Problem 3.3 - Building Machine Learning Models
What is the training set AUC of spamCART? Note that now that we have predicted probabilities from the CART model, we can compute AUC with the ROCR package just as we have for logistic regression.
Problem 3.4 - Building Machine Learning Models
What is the training set AUC of spamRF?
Problem 4.1 - Evaluating on the Test Set
Obtain predicted probabilities for the testing set for each of the models, again ensuring that probabilities instead of classes are obtained. This can be achieved with the following code:
predTestCART = predict(spamCART, newdata=test)[,2]
predTestRF = predict(spamRF, newdata=test, type=“prob”)[,2]
What is the testing set accuracy of spamCART, using a threshold of 0.5 for predictions?
Problem 4.2 - Evaluating on the Test Set
What is the testing set AUC of spamCART?
Problem 4.3 - Evaluating on the Test Set
What is the testing set accuracy of spamRF, using a threshold of 0.5 for predictions?
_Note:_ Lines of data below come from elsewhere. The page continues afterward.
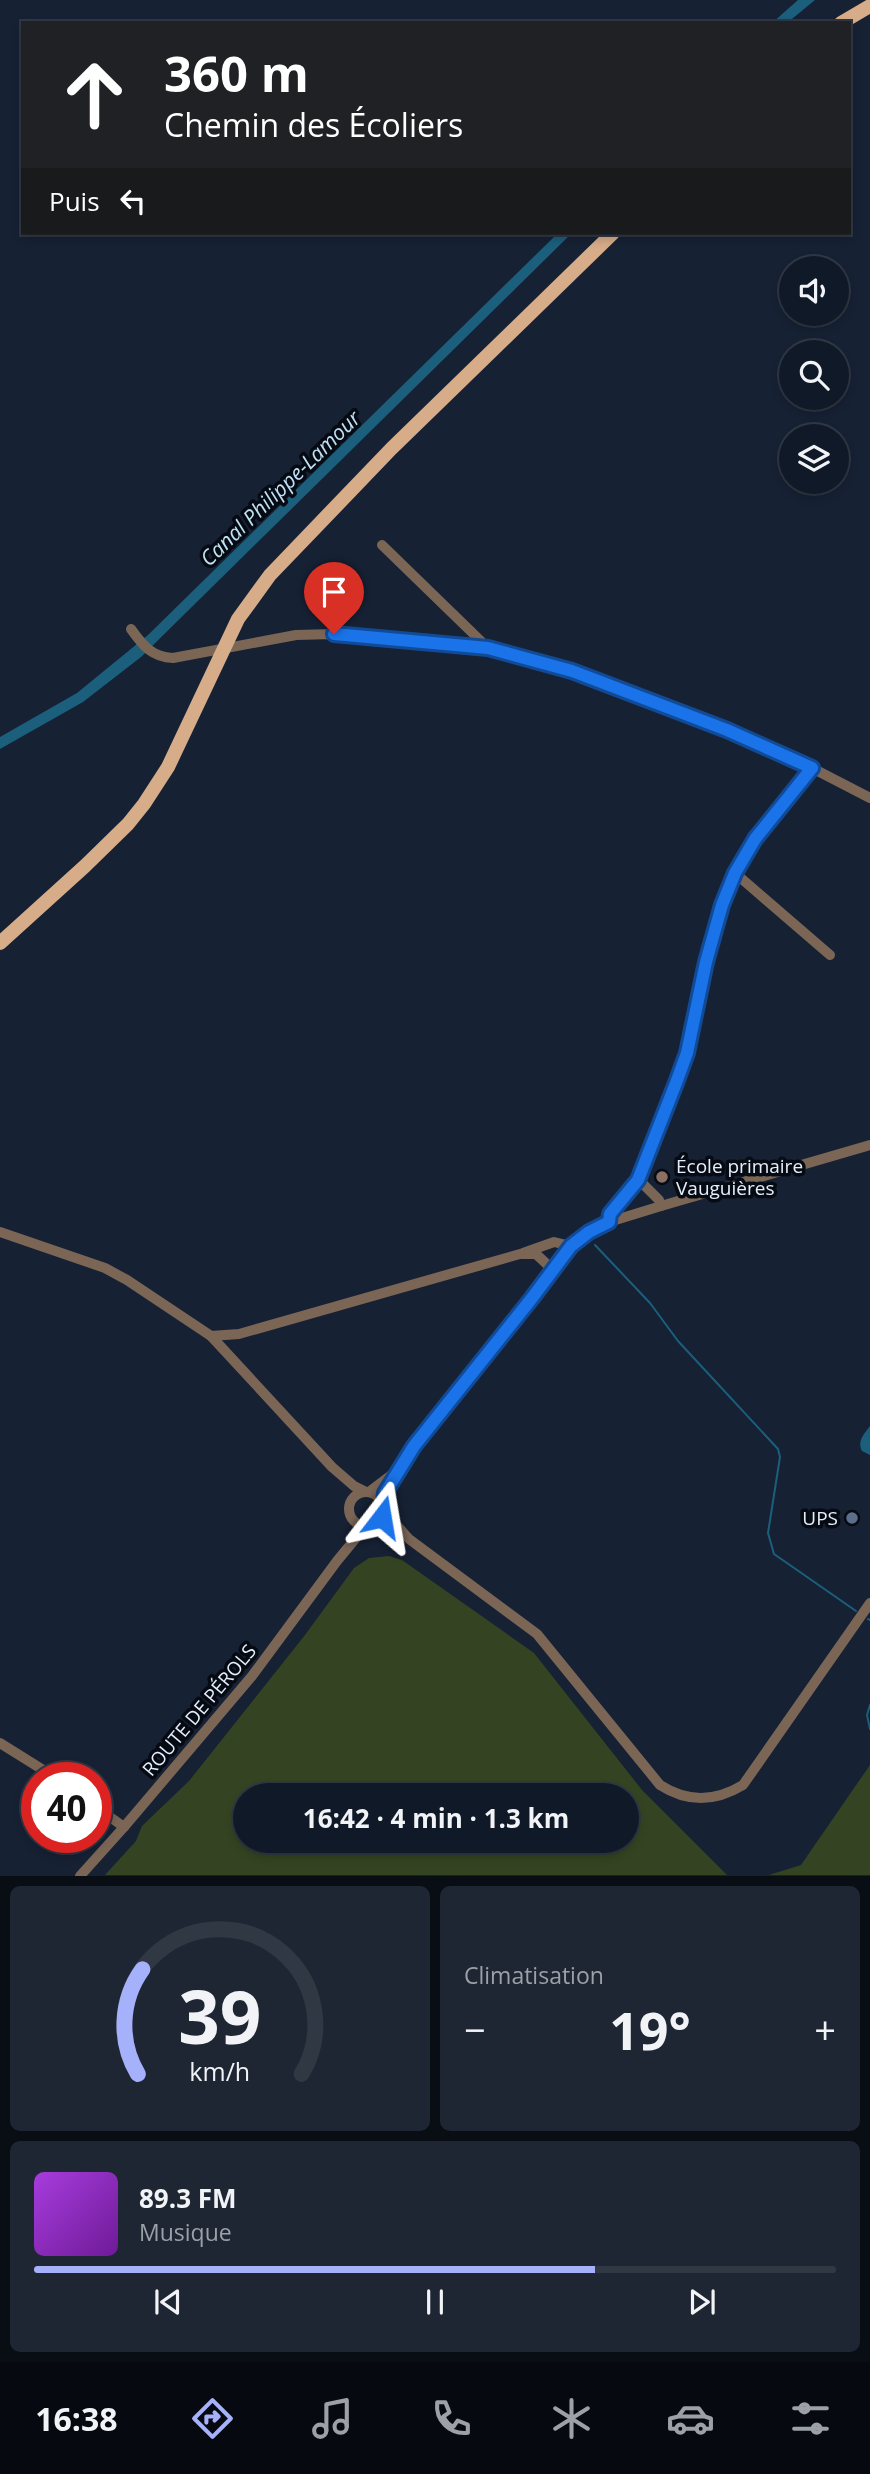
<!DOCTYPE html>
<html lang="fr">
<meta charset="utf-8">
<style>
:root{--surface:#101927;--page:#1e2633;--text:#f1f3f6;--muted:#9ca0a7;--line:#303844;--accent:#a6b1fc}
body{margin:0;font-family:"Open Sans",sans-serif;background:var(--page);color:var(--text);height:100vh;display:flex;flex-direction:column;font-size:26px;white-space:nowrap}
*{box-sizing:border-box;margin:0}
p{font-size:23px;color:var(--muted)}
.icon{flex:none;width:38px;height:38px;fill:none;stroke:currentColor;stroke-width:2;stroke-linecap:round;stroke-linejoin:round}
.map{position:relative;height:1876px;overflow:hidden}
.panel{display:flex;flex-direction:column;gap:10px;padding:10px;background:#090e15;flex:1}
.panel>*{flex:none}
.guide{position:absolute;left:21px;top:21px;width:830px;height:214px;border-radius:0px;box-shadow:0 4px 10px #0003,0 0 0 2px var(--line);background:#202124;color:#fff;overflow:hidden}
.tools{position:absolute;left:779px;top:256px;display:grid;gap:14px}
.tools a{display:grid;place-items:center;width:70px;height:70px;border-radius:50%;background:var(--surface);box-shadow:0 4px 10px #0003,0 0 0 2px var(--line);font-size:35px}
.speed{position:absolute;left:21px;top:1762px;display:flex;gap:14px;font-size:35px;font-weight:700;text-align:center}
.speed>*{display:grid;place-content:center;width:91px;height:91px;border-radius:50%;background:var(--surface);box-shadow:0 4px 10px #0003,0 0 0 2px var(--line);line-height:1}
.speed .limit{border:10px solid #d22;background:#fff;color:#111}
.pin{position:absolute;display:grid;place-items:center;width:60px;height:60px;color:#fff;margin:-72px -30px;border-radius:50% 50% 50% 0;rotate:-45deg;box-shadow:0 0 7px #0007}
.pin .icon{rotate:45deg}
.me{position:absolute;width:77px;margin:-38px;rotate:14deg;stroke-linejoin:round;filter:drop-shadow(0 0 5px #0008)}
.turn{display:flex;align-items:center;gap:24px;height:147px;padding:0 28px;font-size:32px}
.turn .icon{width:91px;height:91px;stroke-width:2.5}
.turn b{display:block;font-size:49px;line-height:60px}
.then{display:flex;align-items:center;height:66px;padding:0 28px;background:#0003;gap:14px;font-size:26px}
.big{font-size:52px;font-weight:700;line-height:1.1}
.panel .tile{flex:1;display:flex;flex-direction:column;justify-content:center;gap:10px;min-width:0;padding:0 24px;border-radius:10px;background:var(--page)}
.panel .dial{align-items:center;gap:0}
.dial svg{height:182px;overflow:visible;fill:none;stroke:var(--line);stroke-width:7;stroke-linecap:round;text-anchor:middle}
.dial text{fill:var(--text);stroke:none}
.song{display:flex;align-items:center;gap:21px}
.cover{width:84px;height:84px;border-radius:10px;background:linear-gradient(135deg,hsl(280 70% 55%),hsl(280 70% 35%))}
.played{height:7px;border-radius:4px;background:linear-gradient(90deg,var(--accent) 70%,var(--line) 70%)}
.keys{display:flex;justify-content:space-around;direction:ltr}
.heat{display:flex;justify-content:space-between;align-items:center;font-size:38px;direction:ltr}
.panel .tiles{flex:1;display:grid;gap:10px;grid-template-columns:1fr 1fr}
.tile:last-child{grid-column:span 2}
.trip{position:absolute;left:233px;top:1783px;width:406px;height:70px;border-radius:35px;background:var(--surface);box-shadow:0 4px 10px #0003,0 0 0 2px var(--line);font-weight:700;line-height:70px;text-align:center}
.tabs{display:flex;height:112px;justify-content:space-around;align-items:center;background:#060a10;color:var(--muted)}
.tabs .icon{width:49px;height:49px}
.tabs .current{color:var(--accent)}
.tabs b{font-size:32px;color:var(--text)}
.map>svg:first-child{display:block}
.green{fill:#344422;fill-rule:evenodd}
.water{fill:#1b5f7d}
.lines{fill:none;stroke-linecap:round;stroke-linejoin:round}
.stream{stroke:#1b5f7d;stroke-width:2}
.minor{stroke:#7b6656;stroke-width:10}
.major{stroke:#d7ac89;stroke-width:14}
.route-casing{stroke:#114b97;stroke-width:18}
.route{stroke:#1a73e8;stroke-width:12}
.education-dot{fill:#8d6e63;stroke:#060a13;stroke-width:2.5}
.service-dot{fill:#5c6f8a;stroke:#060a13;stroke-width:2.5}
.labels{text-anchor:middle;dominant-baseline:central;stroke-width:7;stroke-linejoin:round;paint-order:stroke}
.poi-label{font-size:19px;fill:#e6eefc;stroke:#060a13;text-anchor:start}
.street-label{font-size:19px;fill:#e6eefc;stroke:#060a13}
.water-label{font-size:21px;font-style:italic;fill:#c0e2f5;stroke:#060a13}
</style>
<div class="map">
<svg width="870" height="1876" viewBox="0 0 870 1876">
<rect width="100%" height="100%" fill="#162134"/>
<g class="green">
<path d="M389 1556 402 1560 534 1653 642 1790 727 1875H105L136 1841 142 1826 189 1781 305 1635 354 1568 369 1558ZM245 1796H626V1841H245Z"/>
<path d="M870 1765V1875H769L801 1865Z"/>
</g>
<g class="water">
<path d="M798 0H815L787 23H772Z"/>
<path d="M558 233H572L141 657 83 702 0 749V737L77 693 148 635Z"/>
<path d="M870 1426V1455L862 1451C857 1441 864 1434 870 1426Z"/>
</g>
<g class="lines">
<g class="stream">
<path d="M595 1245 650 1303 678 1341 778 1449 780 1457 768 1533 774 1554 856 1611"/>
<path d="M868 1619 870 1620"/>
<path d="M870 1705 867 1715 870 1729"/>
</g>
<g class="minor">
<path d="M382 545 488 648"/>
<path d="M131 629C143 646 152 657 173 658L296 635 334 634 391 638 488 648 572 671 727 730 812 768 870 798"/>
<path d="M735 873 830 955"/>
<path d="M638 1179 659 1200 661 1206"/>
<path d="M609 1222 610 1214 638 1179 676 1083 687 1053 706 962 721 905 735 873 755 839 812 768"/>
<path d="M0 1232 105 1268 127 1280 211 1336 239 1334 520 1254H536L553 1270"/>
<path d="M523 1253 554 1242 571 1246"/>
<path d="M211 1336 332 1467 354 1486 366 1492"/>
<circle cx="366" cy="1509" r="17"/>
<path d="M369 1492 394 1473"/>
<path d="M383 1506 385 1493 414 1446 532 1298 571 1246 589 1232 609 1222 661 1206 870 1145"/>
<path d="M384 1511 409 1539 537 1634 660 1785C688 1803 715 1802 743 1785L870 1603"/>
<path d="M0 1743 56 1778"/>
<path d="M96 1807 124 1827"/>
<path d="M80 1876 124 1827 252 1676 337 1561 360 1533 369 1526"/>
</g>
<g class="major">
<path d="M841 23 870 6"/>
<path d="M0 943 85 866 128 824 144 804 168 767 238 619 270 575 391 449 613 233"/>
</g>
</g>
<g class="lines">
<g class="route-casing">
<path id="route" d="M334 634 488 648 572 671 727 730 812 768 755 839 735 873 722 905 706 962 687 1053 676 1083 638 1180 610 1214 609 1222 589 1232 571 1246 532 1298 414 1446 385 1493 382 1517"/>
</g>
<use href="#route" class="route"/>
</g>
<circle class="education-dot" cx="662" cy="1177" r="7"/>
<circle class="service-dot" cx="852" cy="1518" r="7"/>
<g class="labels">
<g class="poi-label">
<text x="676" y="1166">École primaire<tspan x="676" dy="22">Vauguières</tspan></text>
<text x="838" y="1518" text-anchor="end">UPS</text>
</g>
<g class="street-label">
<text transform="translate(199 1710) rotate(-50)">ROUTE DE PÉROLS</text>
</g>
<g class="water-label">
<text transform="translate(280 488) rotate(-44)">Canal Philippe-Lamour</text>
</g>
</g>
</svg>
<div class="tools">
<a><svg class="icon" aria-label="sound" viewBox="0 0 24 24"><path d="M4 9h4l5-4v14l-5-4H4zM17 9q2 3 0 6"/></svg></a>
<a><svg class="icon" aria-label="search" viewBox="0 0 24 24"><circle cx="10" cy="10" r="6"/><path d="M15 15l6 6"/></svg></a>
<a><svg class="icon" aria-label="layers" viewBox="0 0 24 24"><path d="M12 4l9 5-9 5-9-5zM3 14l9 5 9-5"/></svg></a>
</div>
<div class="speed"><div class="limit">40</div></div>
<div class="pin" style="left:334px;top:634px;background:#d93025"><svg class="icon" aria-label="arrive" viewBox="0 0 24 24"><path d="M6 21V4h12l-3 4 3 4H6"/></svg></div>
<svg class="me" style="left:382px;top:1517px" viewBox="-20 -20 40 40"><path d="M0-17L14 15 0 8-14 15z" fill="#1a73e8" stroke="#fff" stroke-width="4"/></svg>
<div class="trip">16:42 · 4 min · 1.3 km</div>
<div class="guide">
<div class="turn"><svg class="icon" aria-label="ahead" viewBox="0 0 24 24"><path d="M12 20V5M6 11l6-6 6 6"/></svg><div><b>360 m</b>Chemin des Écoliers</div></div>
<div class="then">Puis<svg class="icon" aria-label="left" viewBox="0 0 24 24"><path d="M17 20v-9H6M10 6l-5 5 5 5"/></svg></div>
</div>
</div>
<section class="panel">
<div class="tiles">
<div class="tile dial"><svg viewBox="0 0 100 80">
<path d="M14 69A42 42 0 1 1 86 69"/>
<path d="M14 69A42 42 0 0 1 16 23" stroke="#a6b1fc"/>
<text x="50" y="56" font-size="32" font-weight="700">39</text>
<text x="50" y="72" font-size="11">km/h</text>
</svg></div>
<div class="tile"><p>Climatisation</p>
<div class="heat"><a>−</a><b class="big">19°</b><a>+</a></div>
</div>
<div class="tile">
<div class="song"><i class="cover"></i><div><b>89.3 FM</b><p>Musique</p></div></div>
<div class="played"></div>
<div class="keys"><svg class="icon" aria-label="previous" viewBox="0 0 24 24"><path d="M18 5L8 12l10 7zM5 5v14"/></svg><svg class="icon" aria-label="pause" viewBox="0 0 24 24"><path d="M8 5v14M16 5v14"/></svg><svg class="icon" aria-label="next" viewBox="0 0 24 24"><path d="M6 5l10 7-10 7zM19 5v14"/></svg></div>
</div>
</div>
</section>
<nav class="tabs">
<b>16:38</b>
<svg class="icon current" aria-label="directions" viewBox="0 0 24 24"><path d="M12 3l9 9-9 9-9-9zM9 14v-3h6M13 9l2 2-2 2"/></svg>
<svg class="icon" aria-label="music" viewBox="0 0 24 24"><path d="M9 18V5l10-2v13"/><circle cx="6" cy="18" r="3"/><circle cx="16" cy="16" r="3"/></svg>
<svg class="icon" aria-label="phone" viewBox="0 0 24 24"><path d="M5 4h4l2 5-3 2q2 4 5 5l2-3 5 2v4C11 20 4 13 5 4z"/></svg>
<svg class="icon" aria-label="climate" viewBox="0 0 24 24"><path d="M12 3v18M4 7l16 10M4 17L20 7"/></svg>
<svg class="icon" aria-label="car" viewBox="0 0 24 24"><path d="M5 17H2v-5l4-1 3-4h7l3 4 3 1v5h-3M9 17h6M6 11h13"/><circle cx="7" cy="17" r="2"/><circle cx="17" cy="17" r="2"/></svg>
<svg class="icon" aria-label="filters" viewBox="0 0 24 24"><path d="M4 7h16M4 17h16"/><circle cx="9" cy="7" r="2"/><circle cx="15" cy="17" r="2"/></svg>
</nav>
Problem 4.4 - Evaluating on the Test Set
What is the testing set AUC of spamRF?
Problem 4.5 - Evaluating on the Test Set
Which model had the best testing set performance, in terms of accuracy and AUC?
CART
Random forest
You may note that we did not ask you to fit a logistic regression model to predict whether an email was spam or ham. This is in contrast to our usual approach of comparing all three models. If you in fact tried to train a logistic regression model in R using this dataset, you would get the following warning:
glm.fit: algorithm did not converge
This warning indicates that R’s logistic regression solution procedure has failed.